◆ Task to complete:
In the records below, locate the line containing "I am building", then output that line and all later lines exactly, through the last one.

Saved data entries
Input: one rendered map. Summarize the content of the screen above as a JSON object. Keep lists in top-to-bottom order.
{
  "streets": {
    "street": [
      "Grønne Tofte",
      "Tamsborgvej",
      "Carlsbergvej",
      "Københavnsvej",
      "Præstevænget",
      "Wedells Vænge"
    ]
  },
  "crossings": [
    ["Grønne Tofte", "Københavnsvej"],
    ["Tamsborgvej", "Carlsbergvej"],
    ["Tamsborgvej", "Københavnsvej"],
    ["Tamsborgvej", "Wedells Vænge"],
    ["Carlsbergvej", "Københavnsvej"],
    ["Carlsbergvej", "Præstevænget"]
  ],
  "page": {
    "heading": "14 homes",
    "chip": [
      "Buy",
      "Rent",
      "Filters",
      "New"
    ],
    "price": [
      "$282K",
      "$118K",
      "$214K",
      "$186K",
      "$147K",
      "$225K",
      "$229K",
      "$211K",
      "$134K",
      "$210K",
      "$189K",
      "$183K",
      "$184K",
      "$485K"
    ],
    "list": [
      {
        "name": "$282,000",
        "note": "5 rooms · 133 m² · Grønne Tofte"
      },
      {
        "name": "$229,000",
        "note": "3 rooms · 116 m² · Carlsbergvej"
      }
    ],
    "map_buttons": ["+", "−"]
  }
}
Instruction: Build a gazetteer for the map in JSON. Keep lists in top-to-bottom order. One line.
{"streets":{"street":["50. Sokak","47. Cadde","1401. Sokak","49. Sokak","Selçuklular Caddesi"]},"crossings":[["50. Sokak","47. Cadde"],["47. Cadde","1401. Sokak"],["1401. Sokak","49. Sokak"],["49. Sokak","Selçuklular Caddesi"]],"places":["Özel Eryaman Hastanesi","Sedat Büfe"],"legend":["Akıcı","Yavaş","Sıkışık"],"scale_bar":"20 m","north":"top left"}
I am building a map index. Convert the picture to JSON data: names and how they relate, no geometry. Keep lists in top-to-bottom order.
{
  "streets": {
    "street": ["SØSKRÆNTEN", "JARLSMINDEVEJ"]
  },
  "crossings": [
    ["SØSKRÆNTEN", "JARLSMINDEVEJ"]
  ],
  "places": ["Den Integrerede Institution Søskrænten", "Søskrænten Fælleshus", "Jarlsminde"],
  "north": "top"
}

◆ Expected answer:
I am building a map index. Convert the picture to JSON data: names and how they relate, no geometry. Keep lists in top-to-bottom order.
{
  "streets": {
    "street": ["SØSKRÆNTEN", "JARLSMINDEVEJ"]
  },
  "crossings": [
    ["SØSKRÆNTEN", "JARLSMINDEVEJ"]
  ],
  "places": ["Den Integrerede Institution Søskrænten", "Søskrænten Fælleshus", "Jarlsminde"],
  "north": "top"
}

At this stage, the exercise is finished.